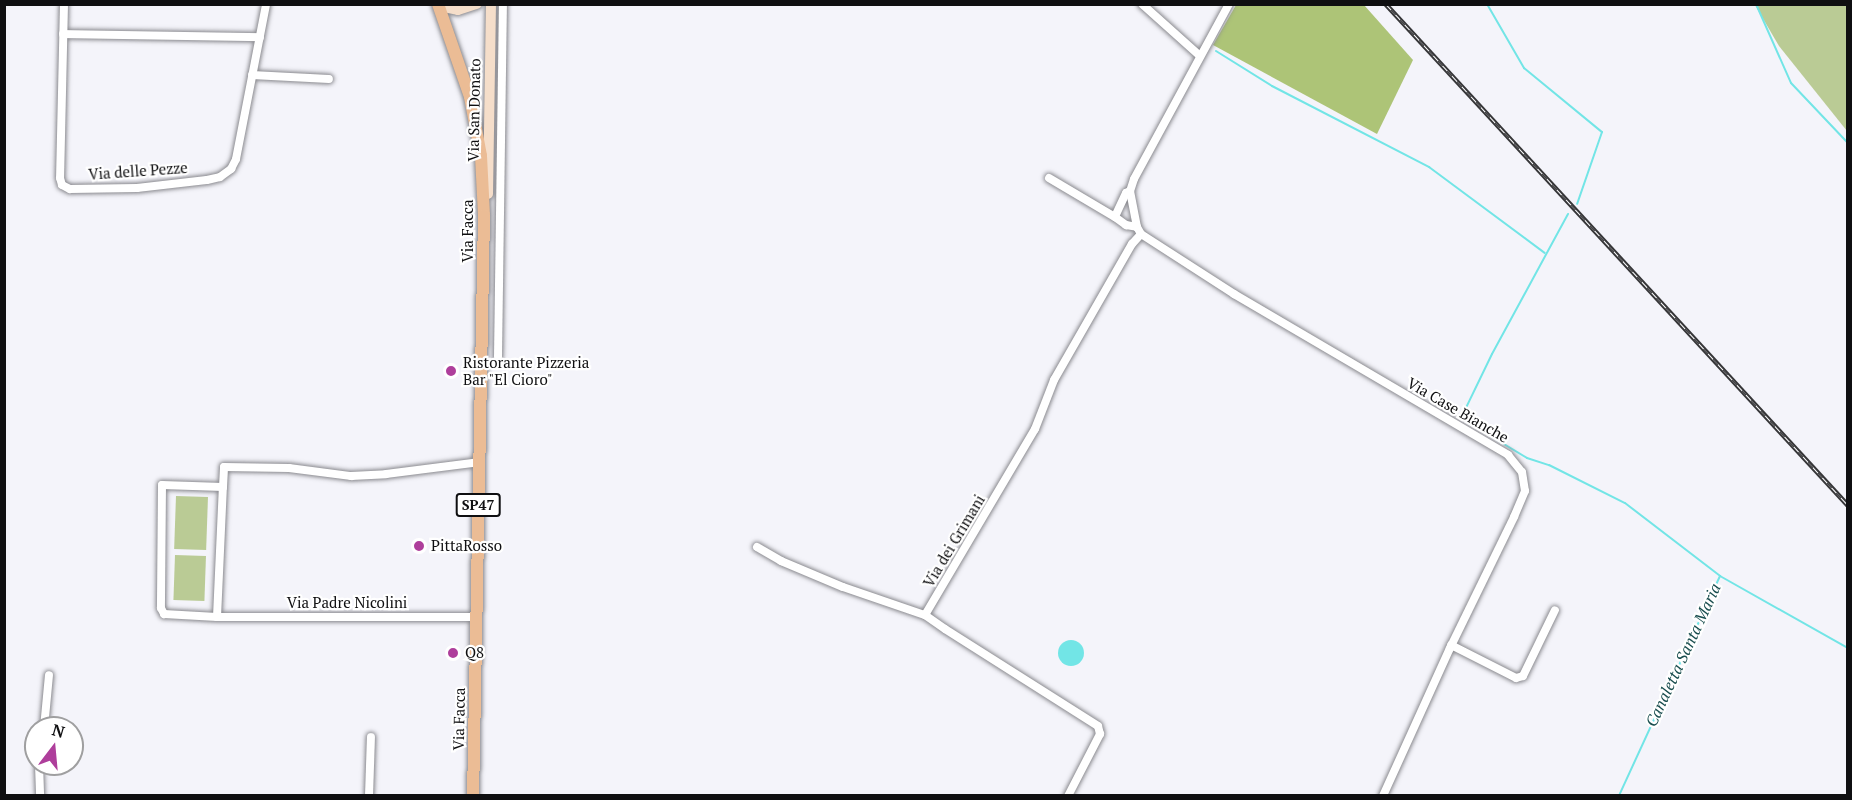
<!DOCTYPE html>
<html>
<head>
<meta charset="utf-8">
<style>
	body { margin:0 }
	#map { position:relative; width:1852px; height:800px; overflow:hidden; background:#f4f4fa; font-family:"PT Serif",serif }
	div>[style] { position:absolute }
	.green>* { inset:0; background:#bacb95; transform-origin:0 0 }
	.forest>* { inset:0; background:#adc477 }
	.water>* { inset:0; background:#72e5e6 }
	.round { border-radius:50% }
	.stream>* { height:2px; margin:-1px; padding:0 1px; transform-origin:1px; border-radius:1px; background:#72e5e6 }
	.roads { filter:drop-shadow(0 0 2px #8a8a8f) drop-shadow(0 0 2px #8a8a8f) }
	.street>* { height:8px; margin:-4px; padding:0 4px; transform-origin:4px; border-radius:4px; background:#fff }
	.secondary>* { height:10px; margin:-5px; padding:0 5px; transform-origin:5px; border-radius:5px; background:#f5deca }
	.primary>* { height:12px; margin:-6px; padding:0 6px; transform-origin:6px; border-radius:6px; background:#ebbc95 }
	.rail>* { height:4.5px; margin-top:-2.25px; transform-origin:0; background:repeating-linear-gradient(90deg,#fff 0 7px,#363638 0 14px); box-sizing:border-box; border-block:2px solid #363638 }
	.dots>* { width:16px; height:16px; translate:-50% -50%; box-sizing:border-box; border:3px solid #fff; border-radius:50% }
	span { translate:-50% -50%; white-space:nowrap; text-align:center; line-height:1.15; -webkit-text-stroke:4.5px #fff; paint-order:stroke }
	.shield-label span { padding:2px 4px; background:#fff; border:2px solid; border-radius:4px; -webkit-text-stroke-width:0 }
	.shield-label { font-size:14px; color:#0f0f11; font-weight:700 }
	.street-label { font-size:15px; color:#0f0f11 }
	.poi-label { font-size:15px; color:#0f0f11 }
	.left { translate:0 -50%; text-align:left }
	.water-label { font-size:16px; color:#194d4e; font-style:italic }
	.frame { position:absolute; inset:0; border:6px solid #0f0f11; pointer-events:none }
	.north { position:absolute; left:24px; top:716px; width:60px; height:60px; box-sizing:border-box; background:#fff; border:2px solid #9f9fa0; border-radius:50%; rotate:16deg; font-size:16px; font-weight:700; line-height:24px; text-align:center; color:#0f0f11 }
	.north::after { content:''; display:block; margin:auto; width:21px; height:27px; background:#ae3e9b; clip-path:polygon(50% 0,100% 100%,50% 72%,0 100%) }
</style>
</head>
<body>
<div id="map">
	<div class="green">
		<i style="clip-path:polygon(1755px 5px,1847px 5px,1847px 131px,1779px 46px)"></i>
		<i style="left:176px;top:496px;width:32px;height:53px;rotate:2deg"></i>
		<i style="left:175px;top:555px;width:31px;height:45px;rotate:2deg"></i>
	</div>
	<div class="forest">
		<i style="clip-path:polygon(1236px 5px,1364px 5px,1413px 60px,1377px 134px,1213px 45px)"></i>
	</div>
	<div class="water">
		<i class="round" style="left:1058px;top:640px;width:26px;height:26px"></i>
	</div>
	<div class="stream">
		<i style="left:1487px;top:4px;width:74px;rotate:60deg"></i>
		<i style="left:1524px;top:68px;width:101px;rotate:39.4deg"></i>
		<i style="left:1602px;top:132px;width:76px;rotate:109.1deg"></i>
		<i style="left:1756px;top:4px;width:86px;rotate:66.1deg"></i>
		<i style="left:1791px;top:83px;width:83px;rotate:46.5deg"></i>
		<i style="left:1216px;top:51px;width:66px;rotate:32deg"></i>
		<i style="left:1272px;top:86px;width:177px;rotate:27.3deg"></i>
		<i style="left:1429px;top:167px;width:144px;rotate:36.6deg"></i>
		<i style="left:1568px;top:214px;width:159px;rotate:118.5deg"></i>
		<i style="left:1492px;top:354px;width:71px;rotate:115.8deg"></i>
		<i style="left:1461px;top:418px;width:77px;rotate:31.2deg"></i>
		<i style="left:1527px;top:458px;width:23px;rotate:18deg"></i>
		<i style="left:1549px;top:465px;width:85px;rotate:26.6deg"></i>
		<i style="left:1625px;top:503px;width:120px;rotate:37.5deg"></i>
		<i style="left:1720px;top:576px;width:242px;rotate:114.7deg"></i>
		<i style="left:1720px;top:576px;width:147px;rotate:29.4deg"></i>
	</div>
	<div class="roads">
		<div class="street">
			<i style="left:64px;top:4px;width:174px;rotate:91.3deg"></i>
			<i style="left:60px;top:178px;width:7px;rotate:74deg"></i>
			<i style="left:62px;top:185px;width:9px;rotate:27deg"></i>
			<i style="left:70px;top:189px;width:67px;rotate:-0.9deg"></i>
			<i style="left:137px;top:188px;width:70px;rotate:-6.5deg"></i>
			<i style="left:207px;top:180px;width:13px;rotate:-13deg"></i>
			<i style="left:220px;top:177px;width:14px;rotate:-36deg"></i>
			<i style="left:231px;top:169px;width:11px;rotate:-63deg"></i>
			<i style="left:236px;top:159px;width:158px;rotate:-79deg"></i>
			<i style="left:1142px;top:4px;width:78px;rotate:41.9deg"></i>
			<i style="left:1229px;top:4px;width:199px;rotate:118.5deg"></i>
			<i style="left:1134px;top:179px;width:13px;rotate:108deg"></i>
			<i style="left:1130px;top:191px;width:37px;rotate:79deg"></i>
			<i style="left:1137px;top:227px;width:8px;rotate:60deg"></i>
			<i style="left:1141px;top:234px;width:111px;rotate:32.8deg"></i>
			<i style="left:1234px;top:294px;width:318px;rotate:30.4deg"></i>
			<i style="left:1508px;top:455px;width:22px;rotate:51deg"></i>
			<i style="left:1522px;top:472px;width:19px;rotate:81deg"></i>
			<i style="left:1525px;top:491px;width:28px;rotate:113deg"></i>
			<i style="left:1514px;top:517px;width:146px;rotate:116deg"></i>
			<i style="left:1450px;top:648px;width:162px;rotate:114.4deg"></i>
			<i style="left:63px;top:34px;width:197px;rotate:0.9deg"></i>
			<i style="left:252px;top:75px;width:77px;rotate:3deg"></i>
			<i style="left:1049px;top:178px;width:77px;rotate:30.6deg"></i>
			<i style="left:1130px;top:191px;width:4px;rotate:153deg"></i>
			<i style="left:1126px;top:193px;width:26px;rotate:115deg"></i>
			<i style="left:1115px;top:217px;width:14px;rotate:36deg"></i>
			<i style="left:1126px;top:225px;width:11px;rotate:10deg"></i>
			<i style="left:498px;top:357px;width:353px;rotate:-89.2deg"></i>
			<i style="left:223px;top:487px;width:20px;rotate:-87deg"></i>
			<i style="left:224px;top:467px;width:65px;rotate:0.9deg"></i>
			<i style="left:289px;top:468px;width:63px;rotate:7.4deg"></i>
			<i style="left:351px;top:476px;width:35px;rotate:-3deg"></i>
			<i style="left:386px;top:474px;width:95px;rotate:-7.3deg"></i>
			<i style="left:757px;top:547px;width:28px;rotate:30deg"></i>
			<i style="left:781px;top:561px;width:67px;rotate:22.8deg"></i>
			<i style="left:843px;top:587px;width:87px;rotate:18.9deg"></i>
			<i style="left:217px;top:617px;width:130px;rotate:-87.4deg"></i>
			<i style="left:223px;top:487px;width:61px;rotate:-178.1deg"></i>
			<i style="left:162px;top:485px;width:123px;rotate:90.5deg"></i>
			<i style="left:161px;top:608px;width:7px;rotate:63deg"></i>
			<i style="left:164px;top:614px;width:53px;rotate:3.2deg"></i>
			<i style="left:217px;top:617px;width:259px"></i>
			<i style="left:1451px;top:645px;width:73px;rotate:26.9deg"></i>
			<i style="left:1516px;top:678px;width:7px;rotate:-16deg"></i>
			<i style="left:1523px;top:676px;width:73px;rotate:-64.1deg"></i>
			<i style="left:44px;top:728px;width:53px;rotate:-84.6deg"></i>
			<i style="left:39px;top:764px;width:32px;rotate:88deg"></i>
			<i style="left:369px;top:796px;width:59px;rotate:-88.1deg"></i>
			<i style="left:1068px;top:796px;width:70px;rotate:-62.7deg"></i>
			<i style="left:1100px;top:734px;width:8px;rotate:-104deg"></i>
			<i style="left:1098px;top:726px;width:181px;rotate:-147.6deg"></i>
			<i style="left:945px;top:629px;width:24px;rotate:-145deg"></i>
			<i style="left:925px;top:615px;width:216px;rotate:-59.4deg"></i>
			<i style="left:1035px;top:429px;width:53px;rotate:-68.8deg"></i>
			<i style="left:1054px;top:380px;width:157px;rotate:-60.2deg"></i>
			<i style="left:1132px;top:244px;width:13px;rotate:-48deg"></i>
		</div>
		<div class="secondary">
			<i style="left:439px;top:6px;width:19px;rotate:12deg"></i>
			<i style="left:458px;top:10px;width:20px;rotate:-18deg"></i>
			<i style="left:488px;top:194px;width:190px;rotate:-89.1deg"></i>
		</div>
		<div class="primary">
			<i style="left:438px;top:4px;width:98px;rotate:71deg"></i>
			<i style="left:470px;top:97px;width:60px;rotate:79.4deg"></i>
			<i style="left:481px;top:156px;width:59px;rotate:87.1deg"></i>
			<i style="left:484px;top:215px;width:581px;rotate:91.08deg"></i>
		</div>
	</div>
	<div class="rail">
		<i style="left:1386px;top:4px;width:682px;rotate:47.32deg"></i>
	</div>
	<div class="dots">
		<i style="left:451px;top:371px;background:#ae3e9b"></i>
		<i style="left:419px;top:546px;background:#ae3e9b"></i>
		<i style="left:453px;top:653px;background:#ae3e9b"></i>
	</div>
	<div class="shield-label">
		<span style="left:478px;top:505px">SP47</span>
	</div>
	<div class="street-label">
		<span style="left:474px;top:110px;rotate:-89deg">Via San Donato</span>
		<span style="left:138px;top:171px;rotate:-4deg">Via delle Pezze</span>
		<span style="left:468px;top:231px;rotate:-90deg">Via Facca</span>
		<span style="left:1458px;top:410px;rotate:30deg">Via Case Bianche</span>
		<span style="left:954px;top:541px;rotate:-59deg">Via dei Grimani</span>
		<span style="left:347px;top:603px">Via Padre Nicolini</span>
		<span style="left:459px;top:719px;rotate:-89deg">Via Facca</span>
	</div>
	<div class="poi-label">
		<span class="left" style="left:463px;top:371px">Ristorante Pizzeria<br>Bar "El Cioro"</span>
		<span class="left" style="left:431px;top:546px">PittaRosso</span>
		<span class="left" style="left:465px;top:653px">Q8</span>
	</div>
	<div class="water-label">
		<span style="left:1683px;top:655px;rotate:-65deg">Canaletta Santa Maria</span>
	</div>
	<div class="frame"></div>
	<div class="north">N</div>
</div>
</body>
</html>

☆ ☆ ☆ ☆ ☆ ☆ ☆

*WHAT YOU HAVE TO DO:*
The answer must consist of each line in the entries above that includes "stroke".

*EXERCISE RESPONSE:*
	span { translate:-50% -50%; white-space:nowrap; text-align:center; line-height:1.15; -webkit-text-stroke:4.5px #fff; paint-order:stroke }
	.shield-label span { padding:2px 4px; background:#fff; border:2px solid; border-radius:4px; -webkit-text-stroke-width:0 }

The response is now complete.